According to Nick FitzGerald, senior research fellow at cyber security firm ESET, even businesses that only use digital systems incidentally are at increased risk of cyberattack in an era where digital connectivity is now ubiquitous.
“However, with so many organisations looking to increase their use of technology, and technology’s heightened role in company operations, the risks are now higher than ever,” warns FitzGerald.
“And, these risks will continue to rise as cybercriminals continue to become more sophisticated, so it’s crucial for organisations to take the necessary steps to remain ahead of attackers. That includes being aware of upcoming trends in the cyberthreat landscape.”
ESET has identified four key areas that it says will affect businesses and consumers alike in the decade ahead:
1. Ransomware attacks
Everyday items are getting smarter and more connected as part of the Internet of Things (IoT). Companies are integrating IoT devices into all levels of operations to increase efficiency and significantly save cost. Cities are racing to implement smart solutions but may not be ready to address the subsequent increased security risk. Australian businesses hold the highest rate of ransomware attacks globally, with 76% reporting an attack during 2017.1
2. Machine learning
With machine learning (ML) gaining traction, many cumbersome, repetitive tasks have been automated. From sifting through masses of data to dealing with repetitive chores, the learning mechanism improves the way businesses tackle problems. In 2019, ML gained notoriety because of a more concerning issue, the rise of the deepfake. A deepfake is a portmanteau of deep leaning and fake. It sees one person’s likeness superimposed onto another’s in a video or image, and the difference is imperceptible. This approach makes it easy to damage people’s reputations or make it look like they’ve said or done something when they really haven’t. The technology was also applied to FaceApp, which raised privacy concerns.2 Deepfakes and other ML-driven technologies have the potential to increasingly impact daily lives.
3. Fake news
Fake news is a modern term for propaganda. The barrier to entry into the media market has all but disappeared and anyone can set up a website or blog to push their agenda. This can make it hard for people to distinguish between fake news and real facts, which can manipulate markets and even elections. There is no technological solution available currently that can distinguish between fake news and reality, so the onus is on individuals to examine their news sources and consider their credibility.
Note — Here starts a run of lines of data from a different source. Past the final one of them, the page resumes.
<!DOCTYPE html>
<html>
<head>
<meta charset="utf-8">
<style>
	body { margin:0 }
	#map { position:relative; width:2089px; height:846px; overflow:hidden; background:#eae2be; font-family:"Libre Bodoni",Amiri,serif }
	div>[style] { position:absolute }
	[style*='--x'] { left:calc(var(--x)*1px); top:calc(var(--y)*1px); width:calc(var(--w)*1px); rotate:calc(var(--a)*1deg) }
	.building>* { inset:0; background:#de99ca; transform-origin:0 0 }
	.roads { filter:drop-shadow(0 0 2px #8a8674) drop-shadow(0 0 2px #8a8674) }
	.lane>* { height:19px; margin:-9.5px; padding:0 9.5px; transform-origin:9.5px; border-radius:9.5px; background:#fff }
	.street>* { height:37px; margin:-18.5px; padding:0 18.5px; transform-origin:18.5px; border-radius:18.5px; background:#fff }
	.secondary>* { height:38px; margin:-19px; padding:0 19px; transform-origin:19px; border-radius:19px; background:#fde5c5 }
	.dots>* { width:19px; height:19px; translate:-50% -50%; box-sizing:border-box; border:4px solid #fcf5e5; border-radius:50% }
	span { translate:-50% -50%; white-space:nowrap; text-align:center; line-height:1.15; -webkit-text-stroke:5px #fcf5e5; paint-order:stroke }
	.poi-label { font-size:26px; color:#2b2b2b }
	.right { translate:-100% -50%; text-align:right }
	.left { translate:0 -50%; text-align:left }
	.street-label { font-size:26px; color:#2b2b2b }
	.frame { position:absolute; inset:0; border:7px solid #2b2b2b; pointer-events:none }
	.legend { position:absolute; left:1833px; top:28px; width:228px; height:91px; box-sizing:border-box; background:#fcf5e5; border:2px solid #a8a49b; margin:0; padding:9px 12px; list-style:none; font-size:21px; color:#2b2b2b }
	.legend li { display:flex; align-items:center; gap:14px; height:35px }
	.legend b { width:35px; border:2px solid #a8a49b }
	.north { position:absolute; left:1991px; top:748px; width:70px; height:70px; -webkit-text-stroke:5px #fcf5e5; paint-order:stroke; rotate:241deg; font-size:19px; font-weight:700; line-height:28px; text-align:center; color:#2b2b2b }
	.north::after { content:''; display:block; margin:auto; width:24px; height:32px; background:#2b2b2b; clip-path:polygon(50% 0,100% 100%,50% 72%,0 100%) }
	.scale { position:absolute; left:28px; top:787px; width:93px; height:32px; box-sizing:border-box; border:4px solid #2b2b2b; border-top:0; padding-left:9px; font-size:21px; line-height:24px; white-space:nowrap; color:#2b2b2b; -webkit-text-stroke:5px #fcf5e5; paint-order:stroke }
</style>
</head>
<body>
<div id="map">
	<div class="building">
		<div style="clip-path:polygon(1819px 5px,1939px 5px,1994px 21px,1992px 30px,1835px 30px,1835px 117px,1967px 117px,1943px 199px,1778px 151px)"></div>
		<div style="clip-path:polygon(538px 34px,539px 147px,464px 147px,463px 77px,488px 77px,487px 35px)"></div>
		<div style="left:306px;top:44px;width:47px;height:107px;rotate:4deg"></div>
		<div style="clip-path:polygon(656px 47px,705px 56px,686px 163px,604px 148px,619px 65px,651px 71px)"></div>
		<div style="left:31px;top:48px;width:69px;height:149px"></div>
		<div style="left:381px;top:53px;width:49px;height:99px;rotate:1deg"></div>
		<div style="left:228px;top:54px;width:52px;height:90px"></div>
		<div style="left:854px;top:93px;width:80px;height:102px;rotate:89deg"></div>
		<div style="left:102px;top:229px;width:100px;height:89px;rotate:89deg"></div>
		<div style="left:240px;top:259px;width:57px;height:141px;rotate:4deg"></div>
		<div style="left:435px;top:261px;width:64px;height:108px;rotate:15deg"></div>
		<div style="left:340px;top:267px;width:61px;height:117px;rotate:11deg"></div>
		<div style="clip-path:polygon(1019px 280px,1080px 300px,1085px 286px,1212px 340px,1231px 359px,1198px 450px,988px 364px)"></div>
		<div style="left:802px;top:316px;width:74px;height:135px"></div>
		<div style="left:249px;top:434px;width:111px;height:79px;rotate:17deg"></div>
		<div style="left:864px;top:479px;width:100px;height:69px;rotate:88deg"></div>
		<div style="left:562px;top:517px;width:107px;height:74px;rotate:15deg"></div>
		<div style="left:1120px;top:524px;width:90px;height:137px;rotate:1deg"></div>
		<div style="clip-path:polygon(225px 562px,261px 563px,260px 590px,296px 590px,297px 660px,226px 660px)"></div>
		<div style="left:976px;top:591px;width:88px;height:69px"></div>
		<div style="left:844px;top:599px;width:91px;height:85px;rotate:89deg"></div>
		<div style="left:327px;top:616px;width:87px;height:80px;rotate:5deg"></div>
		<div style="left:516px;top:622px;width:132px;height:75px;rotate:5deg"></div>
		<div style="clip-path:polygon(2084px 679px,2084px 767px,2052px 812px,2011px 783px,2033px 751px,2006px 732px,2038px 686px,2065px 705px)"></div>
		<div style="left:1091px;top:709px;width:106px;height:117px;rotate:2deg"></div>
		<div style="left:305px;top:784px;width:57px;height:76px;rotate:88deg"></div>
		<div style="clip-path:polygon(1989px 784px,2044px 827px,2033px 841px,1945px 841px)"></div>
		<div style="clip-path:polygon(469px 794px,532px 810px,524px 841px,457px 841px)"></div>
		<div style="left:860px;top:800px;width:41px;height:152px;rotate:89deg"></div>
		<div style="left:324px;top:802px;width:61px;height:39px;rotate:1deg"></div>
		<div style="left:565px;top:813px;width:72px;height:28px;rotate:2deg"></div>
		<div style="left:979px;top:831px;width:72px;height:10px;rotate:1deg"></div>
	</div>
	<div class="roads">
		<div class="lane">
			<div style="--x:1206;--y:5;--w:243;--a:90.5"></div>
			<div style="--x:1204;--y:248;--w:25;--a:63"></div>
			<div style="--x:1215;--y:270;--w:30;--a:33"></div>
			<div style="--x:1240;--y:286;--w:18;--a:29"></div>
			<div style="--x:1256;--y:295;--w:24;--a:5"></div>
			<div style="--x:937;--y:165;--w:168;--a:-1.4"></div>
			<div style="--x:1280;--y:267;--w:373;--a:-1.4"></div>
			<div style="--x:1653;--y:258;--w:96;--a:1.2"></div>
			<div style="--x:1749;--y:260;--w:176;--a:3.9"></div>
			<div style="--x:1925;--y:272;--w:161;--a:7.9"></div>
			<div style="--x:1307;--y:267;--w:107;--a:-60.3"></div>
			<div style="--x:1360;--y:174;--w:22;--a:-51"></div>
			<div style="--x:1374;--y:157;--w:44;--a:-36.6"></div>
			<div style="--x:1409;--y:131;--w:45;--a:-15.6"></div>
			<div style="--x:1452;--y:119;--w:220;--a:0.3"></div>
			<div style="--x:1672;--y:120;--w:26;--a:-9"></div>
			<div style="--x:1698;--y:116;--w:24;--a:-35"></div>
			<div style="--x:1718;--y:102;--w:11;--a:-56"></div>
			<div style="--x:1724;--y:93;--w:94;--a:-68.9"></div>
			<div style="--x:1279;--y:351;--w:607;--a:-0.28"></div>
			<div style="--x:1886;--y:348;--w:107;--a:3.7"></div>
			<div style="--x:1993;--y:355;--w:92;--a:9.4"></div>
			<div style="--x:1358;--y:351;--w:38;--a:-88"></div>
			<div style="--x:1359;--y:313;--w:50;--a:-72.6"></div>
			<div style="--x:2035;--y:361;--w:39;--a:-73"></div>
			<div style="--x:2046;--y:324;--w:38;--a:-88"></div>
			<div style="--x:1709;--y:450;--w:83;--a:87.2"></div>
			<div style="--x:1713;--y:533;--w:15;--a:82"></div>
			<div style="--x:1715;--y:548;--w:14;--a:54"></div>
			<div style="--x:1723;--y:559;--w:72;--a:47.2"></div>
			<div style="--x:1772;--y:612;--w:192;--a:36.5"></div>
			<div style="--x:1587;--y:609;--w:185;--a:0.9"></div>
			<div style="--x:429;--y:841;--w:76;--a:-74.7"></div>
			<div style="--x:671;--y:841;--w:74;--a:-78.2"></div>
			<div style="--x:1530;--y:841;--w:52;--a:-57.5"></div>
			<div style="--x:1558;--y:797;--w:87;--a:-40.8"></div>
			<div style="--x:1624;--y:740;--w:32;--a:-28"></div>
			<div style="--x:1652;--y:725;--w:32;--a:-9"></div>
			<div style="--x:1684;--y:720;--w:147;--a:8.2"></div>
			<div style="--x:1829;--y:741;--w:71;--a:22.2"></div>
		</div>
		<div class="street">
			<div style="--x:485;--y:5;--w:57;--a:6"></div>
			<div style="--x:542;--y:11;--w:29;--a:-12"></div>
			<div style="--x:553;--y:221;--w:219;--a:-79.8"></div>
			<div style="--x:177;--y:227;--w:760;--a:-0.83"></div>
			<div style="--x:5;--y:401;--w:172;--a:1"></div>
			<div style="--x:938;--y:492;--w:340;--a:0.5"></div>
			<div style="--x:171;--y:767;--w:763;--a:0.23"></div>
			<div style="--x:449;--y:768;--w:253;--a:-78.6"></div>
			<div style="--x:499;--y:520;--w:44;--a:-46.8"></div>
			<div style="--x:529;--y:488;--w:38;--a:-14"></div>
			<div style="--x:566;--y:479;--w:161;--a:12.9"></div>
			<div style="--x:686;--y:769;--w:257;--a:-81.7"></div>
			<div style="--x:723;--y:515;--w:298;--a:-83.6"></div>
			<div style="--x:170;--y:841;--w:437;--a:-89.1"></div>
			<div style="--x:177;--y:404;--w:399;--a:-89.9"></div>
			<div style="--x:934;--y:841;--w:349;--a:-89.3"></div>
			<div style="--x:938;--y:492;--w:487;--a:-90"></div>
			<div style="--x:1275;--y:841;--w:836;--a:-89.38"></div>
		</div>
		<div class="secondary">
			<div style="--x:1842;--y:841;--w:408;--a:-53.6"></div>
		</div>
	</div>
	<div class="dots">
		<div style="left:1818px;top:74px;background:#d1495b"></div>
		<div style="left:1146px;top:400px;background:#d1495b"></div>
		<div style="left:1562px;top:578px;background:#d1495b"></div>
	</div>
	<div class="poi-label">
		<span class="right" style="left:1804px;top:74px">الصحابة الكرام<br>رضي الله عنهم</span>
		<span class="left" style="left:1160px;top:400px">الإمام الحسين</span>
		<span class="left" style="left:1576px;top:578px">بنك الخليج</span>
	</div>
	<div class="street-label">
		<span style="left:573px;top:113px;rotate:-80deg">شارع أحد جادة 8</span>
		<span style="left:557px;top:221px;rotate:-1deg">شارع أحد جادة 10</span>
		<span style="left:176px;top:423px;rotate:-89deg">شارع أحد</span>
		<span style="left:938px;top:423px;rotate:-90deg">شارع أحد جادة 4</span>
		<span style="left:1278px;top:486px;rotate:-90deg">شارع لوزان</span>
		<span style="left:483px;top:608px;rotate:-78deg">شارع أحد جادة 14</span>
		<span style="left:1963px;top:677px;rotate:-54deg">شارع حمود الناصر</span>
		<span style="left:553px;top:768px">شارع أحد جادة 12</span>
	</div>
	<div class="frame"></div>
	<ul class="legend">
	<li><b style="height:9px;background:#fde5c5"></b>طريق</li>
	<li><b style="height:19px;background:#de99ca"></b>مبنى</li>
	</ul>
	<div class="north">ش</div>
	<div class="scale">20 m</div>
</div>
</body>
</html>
Australian organisations are more aware than ever of the importance of protecting sensitive information. Updates to the Privacy Act will make it even more expensive for organisations that fail to protect sensitive data.3 The risk of fines for non-disclosure of data breaches has prompted organisations to proactively improve their data security. Organisations that haven’t yet done so will soon face a real economic and commercial imperative to treat privacy measures as a cornerstone of their business.
“Organisations embarking on a digital transformation journey should never underestimate the value of good cybersecurity practices,” says Fitzgerald.
“Ongoing digitalisation is transforming how society works. People are more aware of their rights and demand better protection of their data. Technologies like ML are evolving rapidly, giving some companies an edge over the competition, and cybercriminals are also ramping up their attempts to breach corporate systems to steal valuable information.
“It’s important for companies to take stock of lessons learned in the past year and keep sight of how emerging technologies, and emerging cyber-risks, will impact their business operations moving forward.”